If only the article had been about crews cooking at cruise altitude.
(Bullet point: Must write an article about the time this hungry pilot was served a warm hamburger patty brought back to life in tinfoil under the galley coffee pot. Turns out, I just happened to have a loaf of fresh Cuban bread from the night before’s Tampa overnight, compliments of my mother. Delivering the hot burger, the flight attendant said, “Do you always travel with fresh bread?”)
Ok, back to the story.
After landing at New York’s LaGuardia Airport and deplaning the passengers, my flight crew and I headed up the jetway toward the hotel. As we were making our way up, the gate agent was coming down with a man carrying a notebook.
Normally that’s a sign of a random drug test, but this fellow had a fedora with a press pass sticking out of it and a flip binder rather than a clipboard and a piss jug.
(This is not true. Artistic liberty. But he did have Jimmy Olsen in tow. Also not true.)
The gate agent asked if I minded if he showed the guy around the airplane.
They had control of the airplane once I left it at the gate, and he didn’t need my permission, but I appreciated the courtesy and said, “Sure.”
Then, as I was walking away, I looked back and asked, “And who is he?”
“A writer for The Times.”
That piqued my interest, although I was very ready to get to the hotel.
He said he was writing a story about customer relations and specifically how Midwest Airlines and DoubleTree Hotels use free cookies to win over the hearts and stomachs of customers.
I said something, probably in a smart-ass tone and without much thought, as I tend to do, and then said goodbye.
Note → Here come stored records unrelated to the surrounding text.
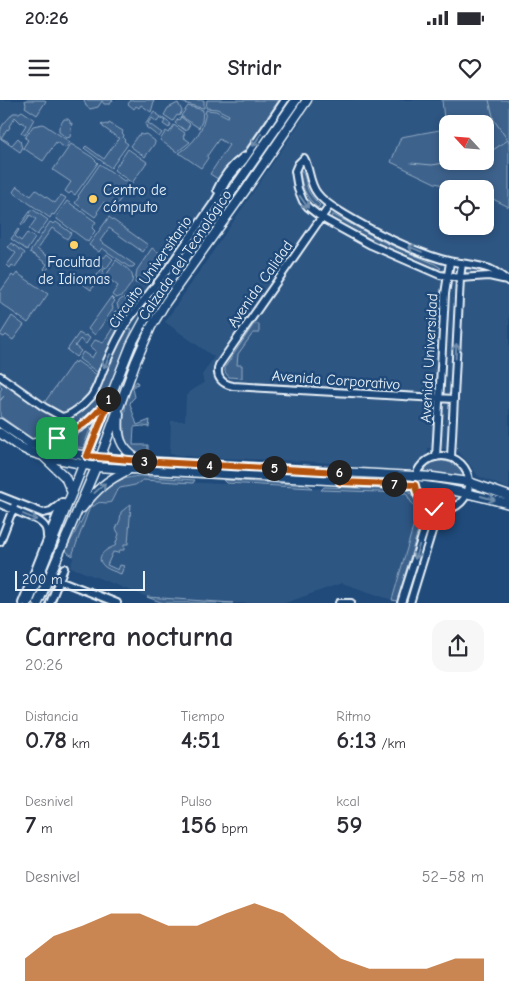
<!DOCTYPE html>
<html lang="es">
<meta charset="utf-8">
<style>
:root{--surface:#fff;--page:#f7f7f7;--text:#2b2b33;--muted:#7c7c81;--accent:#b45309}
body{margin:0;font-family:"Comic Neue",sans-serif;background:var(--page);color:var(--text);height:100vh;display:flex;flex-direction:column;font-size:19px;white-space:nowrap}
*{box-sizing:border-box;margin:0}
p{font-size:16px;color:var(--muted)}
.icon{flex:none;width:28px;height:28px;fill:none;stroke:currentColor;stroke-width:2;stroke-linecap:round;stroke-linejoin:round}
.map{position:relative;height:503px;overflow:hidden}
.drawer{display:flex;flex-direction:column;background:var(--surface);flex:1}
.drawer>*{flex:none}
.needle{width:32px;rotate:296deg}
.fabs{position:absolute;left:439px;top:15px;display:grid;gap:10px}
.fabs a{display:grid;place-items:center;width:55px;height:55px;border-radius:10px;background:var(--surface);box-shadow:0 2px 8px #0003;font-size:25px}
.scale{position:absolute;left:15px;bottom:12px;width:130px;box-sizing:border-box;padding-left:5px;border:2px solid #e8f1f8;border-top:0;font-size:14px;line-height:18px;white-space:nowrap;color:#e8f1f8;-webkit-text-stroke:4px #1f4a7a;paint-order:stroke}
.pin{position:absolute;display:grid;place-items:center;width:42px;height:42px;color:#fff;margin:-21px;border-radius:10px;box-shadow:0 2px 8px #0006}
.km{position:absolute;width:25px;height:25px;margin:-12px;border-radius:50%;background:#222;color:#fff;font-size:14px;line-height:25px;text-align:center}
.round{display:grid;place-items:center;flex:none;width:52px;height:52px;border-radius:15px;background:var(--page)}
.headline{display:flex;align-items:center;justify-content:space-between;height:85px;padding:0 25px}
h1{font-size:28px;font-weight:700;line-height:38px}
.stats{display:grid;grid-template-columns:repeat(3,1fr);gap:8px;height:85px;padding:5px 25px}
.stats div{display:grid;align-content:center}
.stats b{font-size:25px;font-weight:700}
.stats small{font-size:14px;font-weight:400}
.stats p{font-size:14px}
.chart{height:140px;padding:10px 25px}
.chart p{display:flex;justify-content:space-between}
.chart svg{width:100%;height:90px;margin-top:5px;fill:var(--accent);opacity:.7}
.status{display:flex;justify-content:space-between;align-items:center;height:35px;padding:0 25px;background:var(--surface);direction:ltr}
.status svg{height:14px;fill:currentColor}
header{display:flex;justify-content:space-between;align-items:center;height:65px;padding:0 25px;background:var(--surface);font-size:22px;font-weight:700}
.map>svg:first-child{display:block}
.built{fill:#2e5683}
.green{fill:#3c628c;stroke:#92aac2;fill-rule:evenodd}
.lines{fill:none;stroke-linecap:round;stroke-linejoin:round}
.stream{stroke:#9ab0c7;stroke-width:1}
.minor-casing{stroke:#e8f1f8;stroke-width:10}
.major-casing{stroke:#e8f1f8;stroke-width:11}
.minor{stroke:#1f4a7a;stroke-width:6}
.major{stroke:#1f4a7a;stroke-width:8}
.oneway{stroke:#6f8dac}
.route-casing{stroke:#fff;stroke-width:10}
.route{stroke:#b45309;stroke-width:6}
.poi-dot{fill:#ffd166;stroke:#1f4a7a;stroke-width:2}
.labels{text-anchor:middle;dominant-baseline:central;stroke-width:5;stroke-linejoin:round;paint-order:stroke}
.poi-label{font-size:15px;fill:#e8f1f8;stroke:#1f4a7a;text-anchor:start}
.street-label{font-size:15px;fill:#e8f1f8;stroke:#1f4a7a}
</style>
<div class="status"><b>20:26</b><svg viewBox="0 0 49 12"><path d="M0 12V9h3v3zM5 12V6h3v6zM10 12V3h3v9zM15 12V0h3v12zM26 1h20v11H26zM47 4h2v5h-2z"/></svg></div>
<header><svg class="icon" aria-label="menu" viewBox="0 0 24 24"><path d="M4 6h16M4 12h16M4 18h16"/></svg>Stridr<svg class="icon" aria-label="heart" viewBox="0 0 24 24"><path d="M12 20l-8-8c-3-5 5-10 8-4 3-6 11-1 8 4z"/></svg></header>
<div class="map">
<svg width="509" height="503" viewBox="0 0 509 503">
<rect width="100%" height="100%" fill="#1f4a7a"/>
<filter id="ink" filterUnits="userSpaceOnUse"><feTurbulence type="fractalNoise" baseFrequency=".02" numOctaves="2"/><feDisplacementMap in="SourceGraphic" scale="10" xChannelSelector="R" yChannelSelector="G"/><feConvolveMatrix kernelMatrix="1 2 1 2 8 2 1 2 1" color-interpolation-filters="sRGB"/></filter>
<g filter="url(#ink)">
<!-- built -->
<path class="built" d="M0 0H291L159 190 79 368 41 360 22 353 0 338Z
M313 0H442L445 29 401 37 435 83 462 89H448V126H485V95L509 107V389L478 376 467 361 456 350 428 348 427 354 412 370 366 369 332 363 304 361 198 357 170 354 171 321H185L186 297 191 291 204 283 202 275 214 257 165 222 300 23Z
M143 380 406 393 411 402 418 410 392 500 342 483 285 503H233L147 497 70 467 74 456 73 453 90 406H94L97 403 102 401 106 403 120 388 135 385Z"/>
<!-- green -->
<path class="green" d="M25 0H45L46 1 37 15 25 7 26 5Z
M84 0H113L110 4H104L102 1 98 7 90 9 86 6Z
M131 0H154L153 5 151 12 141 5 139 8 136 6 134 9 128 4Z
M185 0H204V8L197 7 181 2Z
M207 0H279L244 51 231 61 218 79 210 74 229 45 219 39 207 56 208 58 201 68 179 53C195 43 204 29 206 10L216 11 228 17 229 15 217 9 206 8Z
M442 0H509V107L485 95V89H462L435 83 391 62 401 37 445 29ZM448 24H485V61H448Z
M178 3 182 11 179 16 177 15 173 21 164 15 168 8Z
M188 6 203 10 202 21 199 28 181 16Z
M22 11 34 19 25 35 21 33 26 25 22 22 21 23 15 17 9 26 10 27 8 30 7 29 1 38 9 42 8 43 12 45 18 38 20 40 22 49 20 52 0 38C0 23 5 24 13 13H19Z
M154 12 171 24 169 28 163 24 165 21 160 18 157 22 152 18 148 23 162 33 159 37 146 27 147 26 145 25Z
M181 17 190 24 186 31 175 23 178 19 179 20Z
M64 19H68L70 21V24L72 23 70 37 67 38 59 32V27Z
M109 23 123 31 122 33 124 35 123 38 125 40 124 41 128 44 111 68 84 48 86 46 104 59 119 38H118L103 27V26L101 25 102 24 104 25 106 24 108 25Z
M43 24 70 42 66 48 56 42 43 61 23 48 28 40 25 38 33 26Z
M174 25 185 33 183 37 190 42 177 52 160 40 166 31 169 33Z
M140 34 142 35 146 34 155 41V43L145 57 130 46 138 35H140Z
M71 44 92 57 98 63 75 95 71 92 69 94 65 91 71 82 53 70Z
M128 49 147 62 132 83 114 70Z
M100 64 130 85 113 110 104 102 97 112 98 113 95 117 75 103 79 97 78 96Z
M300 69C306 74 305 84 309 92 312 97 316 101 320 105L318 108C306 98 300 84 300 69Z
M17 86 31 96 36 90 55 103 61 95 66 98 54 115 52 114 50 118 13 92Z
M67 101 96 122 92 128 95 131 88 142 57 119V118L56 117Z
M32 109 48 120 37 135 29 129 36 119 30 115 23 125 21 124Z
M332 115H334L384 142 435 164 441 168 440 169H437L382 145 332 119 331 117Z
M109 117 148 145 143 152 109 128 100 141 135 165 133 167H129L102 148 99 152 89 145Z
M50 122 54 124 56 122 71 133 67 139 52 128 37 149 54 161 46 171 44 169 47 164 30 152Z
M18 129 19 130 15 136 21 141 27 133 35 138 27 150 11 139Z
M11 143 25 153 15 167 12 165 10 168 7 165 16 153 8 147Z
M152 148 166 157 149 182 144 184 135 183 137 170Z
M107 154 113 159 106 169 105 168 103 171 104 172 91 190 80 182 83 178 91 183 104 166 96 160 99 155 104 158Z
M116 160C126 168 140 174 128 188 124 193 124 196 116 198L112 195 118 186 105 176 107 174Z
M470 168H475L488 172C480 175 470 175 462 171Z
M17 173 48 194 28 223 0 203V192L12 175 14 177Z
M111 197 115 201 112 205 113 209 95 235 88 229Z
M125 197 129 209 126 215 119 210 117 204 120 200Z
M115 211H116L117 212 125 218 97 272 79 259 83 252 92 258 96 251 90 247 95 240 103 243 114 226 111 223V221H108Z
M12 216 24 225 13 240 6 235 4 237 0 235Z
M254 224H259V233H253L238 254 237 265H242V278L229 277 225 272V267Z
M128 227 132 230C123 248 119 268 110 287 105 298 97 310 88 318 76 329 51 337 35 339H33L0 316V301L4 296 0 300V291L2 288 0 286V280L55 318 63 321 70 320 92 300 107 267Z
M79 233 84 236 86 235 90 238 86 244 80 239 75 246 81 251 76 257 67 250Z
M74 261 76 263 77 261 97 275C88 295 85 304 64 314L58 312 44 303Z
M137 281 138 284 135 285 133 288 135 297 131 301 130 304 137 325 150 320 149 327 143 326 134 327 133 345H148V353C141 354 136 353 130 348 119 336 124 290 137 281Z
M93 321 83 348 50 341Z
M438 361C451 360 460 367 465 378L445 374 423 372C427 366 431 363 438 361Z
M139 376 195 380 193 383 143 380 135 385 120 388 116 392 111 402C103 405 101 399 94 406H90C104 387 115 379 139 376Z
M223 380 308 385 312 388 226 383Z
M324 387 408 390C411 393 422 410 423 414L397 501 392 500 418 410 411 402 406 393 321 390Z
M421 391 441 393 460 397C447 410 429 409 421 391Z
M131 404 128 444H124V450H120L118 453 113 452 107 465 118 470 120 465 124 466 121 474C116 472 109 470 105 467 93 457 106 449 115 446L119 434 116 429 120 420 121 412Z
M90 407 73 453V456L68 453 66 450 87 410Z
M147 497 233 503H163Z"/>
<g class="lines">
<!-- stream -->
<path class="stream" d="M489 0 494 20 509 42
M485 53 490 52 508 40
M411 63 432 65 457 61"/>
<!-- minor casing -->
<g class="minor-casing">
<path id="minor" d="M217 90C223 76 231 66 243 57
M330 105 219 265C215 277 222 284 233 286L454 299
M507 180 489 176 460 178 440 175 371 145 322 118 308 107 303 101 298 89 295 71 298 64 304 58C310 69 309 83 317 93 324 103 335 108 344 114 374 132 408 149 441 159 457 164 474 163 490 169 497 172 503 177 509 182
M0 276 44 307 62 317C71 316 85 304 91 297 97 289 100 277 104 268 111 251 119 234 129 219L165 173 215 101 227 80 244 60 285 0
M415 383a27 27 0 1 1 54 0a27 27 0 1 1-54 0Z
M436 357 445 194 450 162
M451 357 460 178 462 163
M0 396 43 413 51 411 60 404
M0 404 37 420C45 425 47 428 47 437
M0 442 14 406
M51 472 59 480 117 503
M22 503 62 402
M50 503 64 468
M339 503H351
M401 503 426 424 427 414 426 405
M410 503 432 431 438 416 443 411"/>
</g>
<!-- major casing -->
<g class="major-casing">
<path id="major" d="M119 314C117 336 119 347 138 360
M0 323 31 344 44 348 87 356 140 361 433 377 469 382 509 396
M0 333 18 346 30 352 43 356 96 367 415 385C448 388 477 395 509 404
M31 344C66 336 84 331 106 302
M44 357 65 377 72 393
M82 408C97 389 106 381 128 370
M28 503 131 245 145 219 163 190 296 0
M38 503 100 358 136 261 151 227 166 202 247 88 307 0"/>
</g>
<!-- minor -->
<use href="#minor" class="minor"/>
<!-- major -->
<use href="#major" class="major"/>
</g>
<!-- one-way arrows -->
<defs><path id="oneway-shaft" d="M-6 0H5M1.5-3L5.5 0L1.5 3" fill="none" stroke-width="1.6" stroke-linecap="round" stroke-linejoin="round" transform="scale(1.25)"/></defs>
<g class="oneway">
<use href="#oneway-shaft" transform="translate(257 40) rotate(124)"/>
<use href="#oneway-shaft" transform="translate(304 102) rotate(55)"/>
<use href="#oneway-shaft" transform="translate(415 149) rotate(-157)"/>
<use href="#oneway-shaft" transform="translate(456 251) rotate(-87)"/>
<use href="#oneway-shaft" transform="translate(107 261) rotate(115)"/>
<use href="#oneway-shaft" transform="translate(100 388) rotate(-42)"/>
<use href="#oneway-shaft" transform="translate(488 398) rotate(16)"/>
<use href="#oneway-shaft" transform="translate(30 417) rotate(23)"/>
<use href="#oneway-shaft" transform="translate(417 452) rotate(107)"/>
</g>
</g>
<g class="lines" filter="url(#ink)">
<!-- route casing -->
<g class="route-casing">
<path id="route" d="M57 338C86 326 94 318 112 294L87 356 140 361 340 372V382L415 385C417 397 422 405 434 409"/>
</g>
<!-- route -->
<use href="#route" class="route"/>
</g>
<!-- markers -->
<g class="poi-dot">
<circle cx="93" cy="99" r="5"/>
<circle cx="74" cy="145" r="5"/>
</g>
<g class="labels">
<!-- poi labels -->
<g class="poi-label">
<text x="103" y="90">Centro de<tspan x="103" dy="17">cómputo</tspan></text>
<text x="74" y="162" text-anchor="middle">Facultad<tspan x="74" dy="17">de Idiomas</tspan></text>
</g>
<!-- street labels -->
<g class="street-label">
<text transform="translate(185 155) rotate(-56)">Calzada del Tecnológico</text>
<text transform="translate(150 172) rotate(-55)">Circuito Universitario</text>
<text transform="translate(260 184) rotate(-55)">Avenida Calidad</text>
<text transform="translate(429 258) rotate(-87)">Avenida Universidad</text>
<text transform="translate(336 280) rotate(4)">Avenida Corporativo</text>
</g>
</g>
</svg>
<div class="fabs">
<a><svg class="needle" viewBox="-14 -14 28 28"><path d="M0-13l5 13h-10z" fill="#e53935"/><path d="M0 13l5-13h-10z" fill="#7c7c81"/></svg></a>
<a><svg class="icon" aria-label="locate" viewBox="0 0 24 24"><circle cx="12" cy="12" r="6"/><path d="M12 2v4M12 18v4M2 12h4M18 12h4"/></svg></a>
</div>
<div class="scale">200 m</div>
<div class="pin" style="left:57px;top:338px;background:#1e9e55"><svg class="icon" aria-label="arrive" viewBox="0 0 24 24"><path d="M6 21V4h12l-3 4 3 4H6"/></svg></div>
<div class="pin" style="left:434px;top:409px;background:#d93025"><svg class="icon" aria-label="check" viewBox="0 0 24 24"><path d="M5 12l5 5 9-10"/></svg></div>
<b class="km" style="left:108px;top:299px">1</b>
<b class="km" style="left:144px;top:361px">3</b>
<b class="km" style="left:209px;top:365px">4</b>
<b class="km" style="left:274px;top:368px">5</b>
<b class="km" style="left:339px;top:372px">6</b>
<b class="km" style="left:394px;top:384px">7</b>
</div>
<section class="drawer">
<div class="headline"><div><h1>Carrera nocturna</h1><p>20:26</p></div><a class="round"><svg class="icon" aria-label="share" viewBox="0 0 24 24"><path d="M12 15V3M7 8l5-5 5 5M5 13v7h14v-7"/></svg></a></div>
<div class="stats">
<div><p>Distancia</p><b>0.78<small> km</small></b></div>
<div><p>Tiempo</p><b>4:51</b></div>
<div><p>Ritmo</p><b>6:13<small> /km</small></b></div>
</div>
<div class="stats">
<div><p>Desnivel</p><b>7<small> m</small></b></div>
<div><p>Pulso</p><b>156<small> bpm</small></b></div>
<div><p>kcal</p><b>59</b></div>
</div>
<div class="chart"><p><span>Desnivel</span>52–58 m</p>
<svg viewBox="0 0 160 44" preserveAspectRatio="none"><path d="M0 44V33L10 22L20 17L30 11L40 11L50 17L60 17L70 11L80 6L90 11L100 22L110 33L120 38L130 38L140 38L150 33L160 33V44z"/></svg>
</div>
</section>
(I had a sixth-grade teacher tell me that I needed to think before I spoke after I said something that could be -was- insulting to her. I’ve never forgotten that moment, though the lesson hasn’t fully taken hold yet. Years ago, I actually found her on Facebook to apologize, but so far the message has gone unanswered.)
As I turned to leave, the writer said, “Wait, Captain. What’s your name?”
“Why?”
“So I can quote you.”
He was jotting down my very poignant words into his binder.
“What the hell did I say?”
He told me.
“Okay. I’ll sign off on that.”
When the article came out, the CEO of the airline I worked for wrote to me and said, “Great quote! You were the punchline at the end of the article.”
It was something about how, when the writer went down to sample a cookie, Captain Stork said (and I’m paraphrasing my own quote) “It won’t taste as good here on Earth. The magic of the free cookie happens at cruise altitude.”
As an aside to the story:
That CEO, now the head of the FAA, was Catholic and well known, often joked about by us because he had something like a dozen kids.
When he emailed me about the article, I replied that I was knocking things off my bucket list.
I told him that I had received an email from my boss that wasn’t about doing something stupid in an airplane.
I had been quoted in The New York Times.
And my first son had just been born.
He wrote back and said, “Be careful. Kids are like cookies. You won’t be able to stop at just one.”
As often as we joked about him and the size of his family, I found it charming that he could joke about it, too.
I wonder if he thought about it before he typed it and hit send?